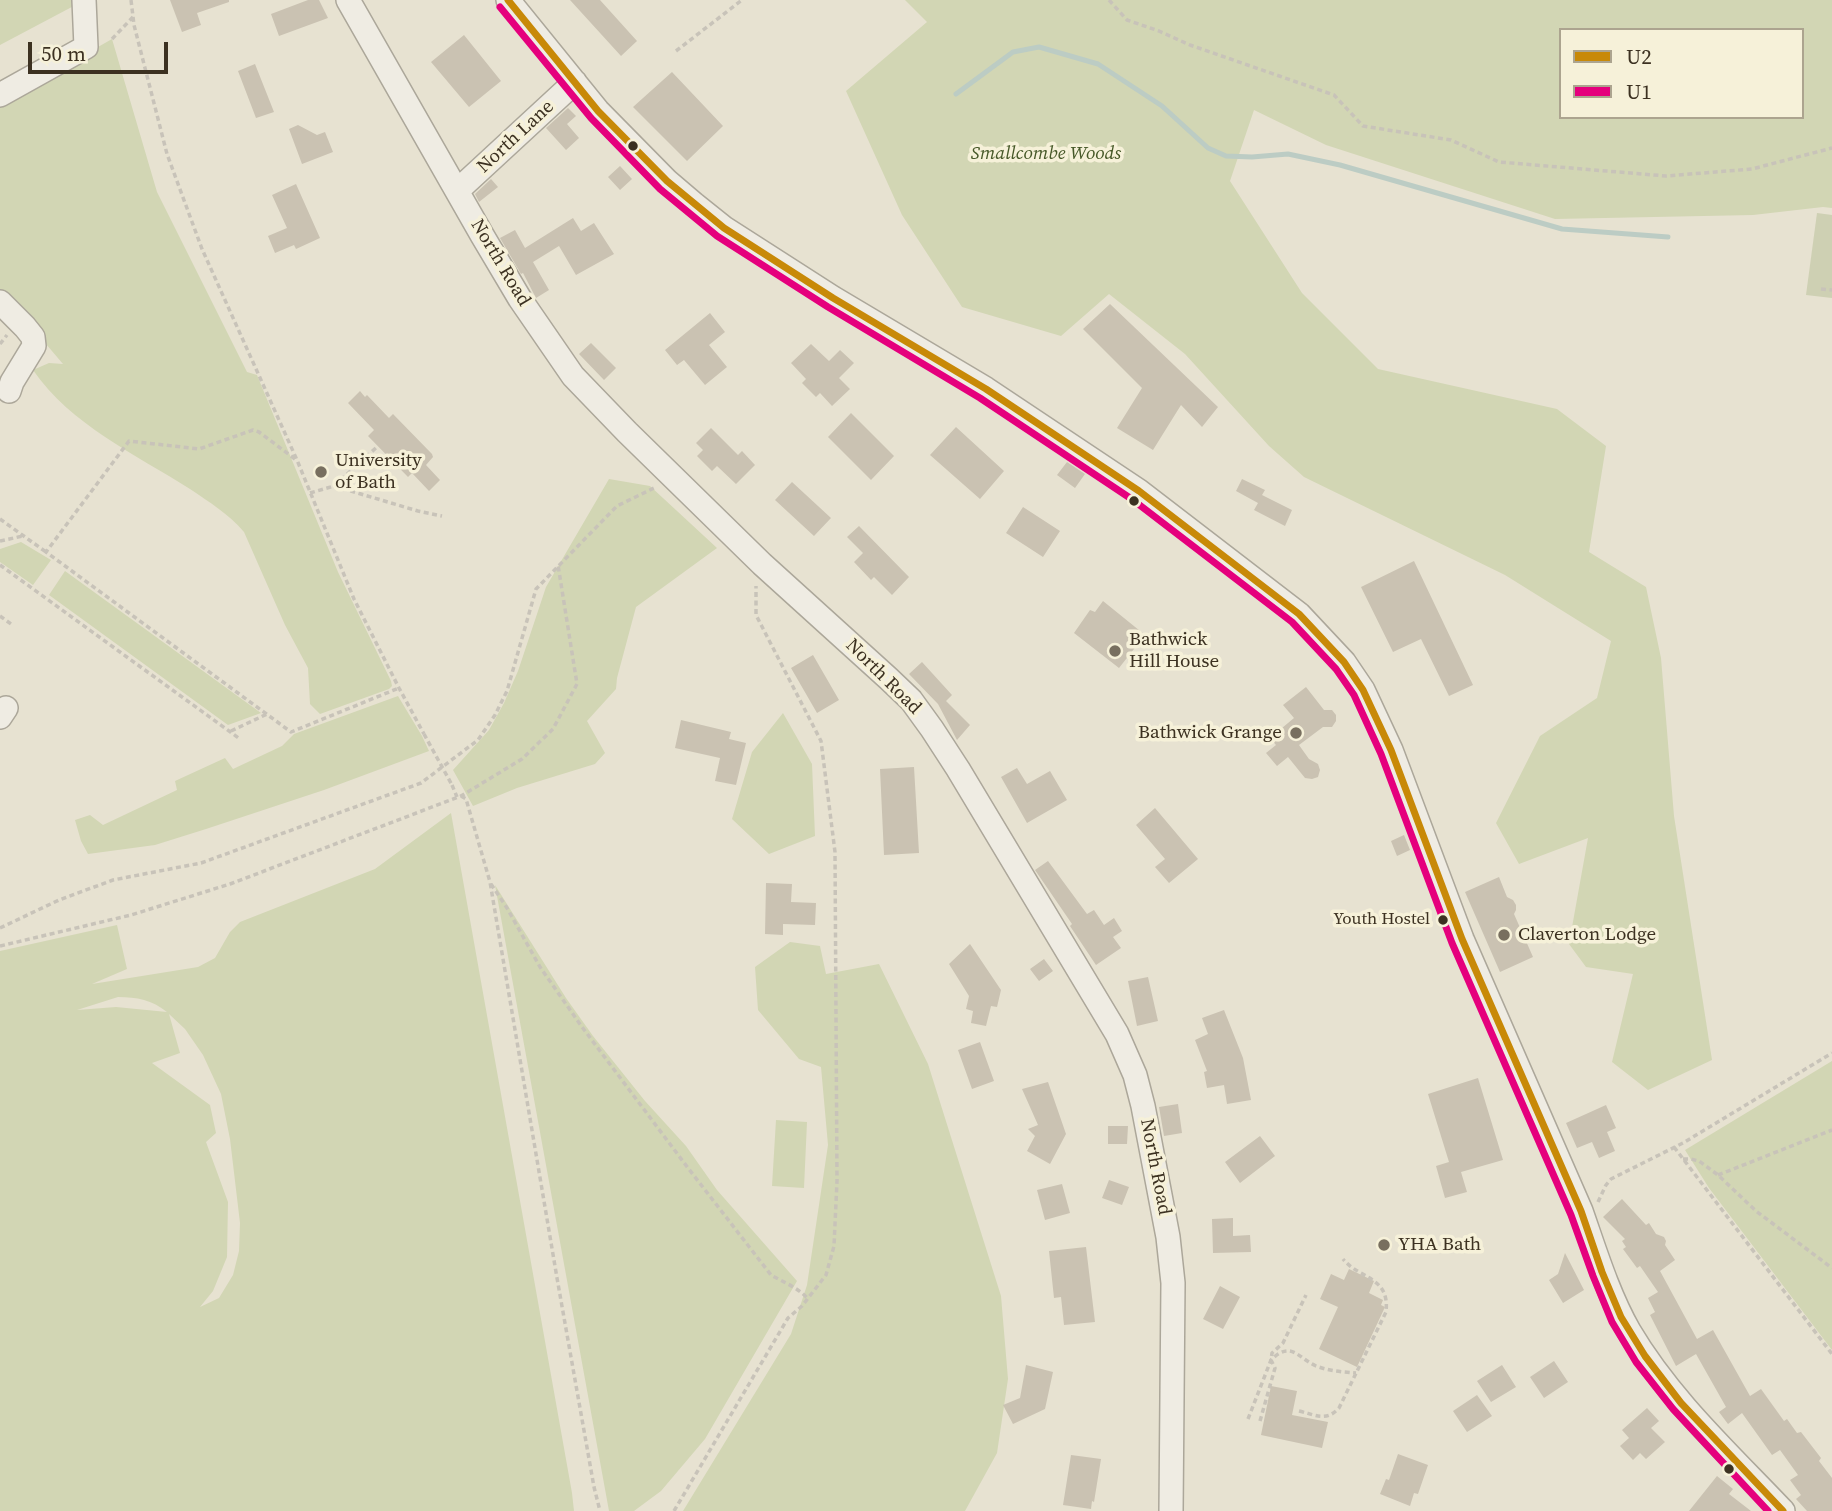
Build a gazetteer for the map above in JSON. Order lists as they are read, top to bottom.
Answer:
{
  "streets": {
    "street": ["North Lane", "North Road"]
  },
  "crossings": [
    ["North Lane", "North Road"]
  ],
  "parks": ["Smallcombe Woods"],
  "places": [
    "University of Bath",
    "Bathwick Hill House",
    "Bathwick Grange",
    "Youth Hostel",
    "Claverton Lodge",
    "YHA Bath"
  ],
  "lines": ["transit line U2", "transit line U1"],
  "legend": ["U2", "U1"],
  "scale_bar": "50 m"
}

- _EXERCISE REQUIREMENTS_
Exclude every picture and copy the remaining data exactly.

- _OUTPUT FOR THIS TASK_
Build a gazetteer for the map above in JSON. Order lists as they are read, top to bottom.
Answer:
{
  "streets": {
    "street": ["North Lane", "North Road"]
  },
  "crossings": [
    ["North Lane", "North Road"]
  ],
  "parks": ["Smallcombe Woods"],
  "places": [
    "University of Bath",
    "Bathwick Hill House",
    "Bathwick Grange",
    "Youth Hostel",
    "Claverton Lodge",
    "YHA Bath"
  ],
  "lines": ["transit line U2", "transit line U1"],
  "legend": ["U2", "U1"],
  "scale_bar": "50 m"
}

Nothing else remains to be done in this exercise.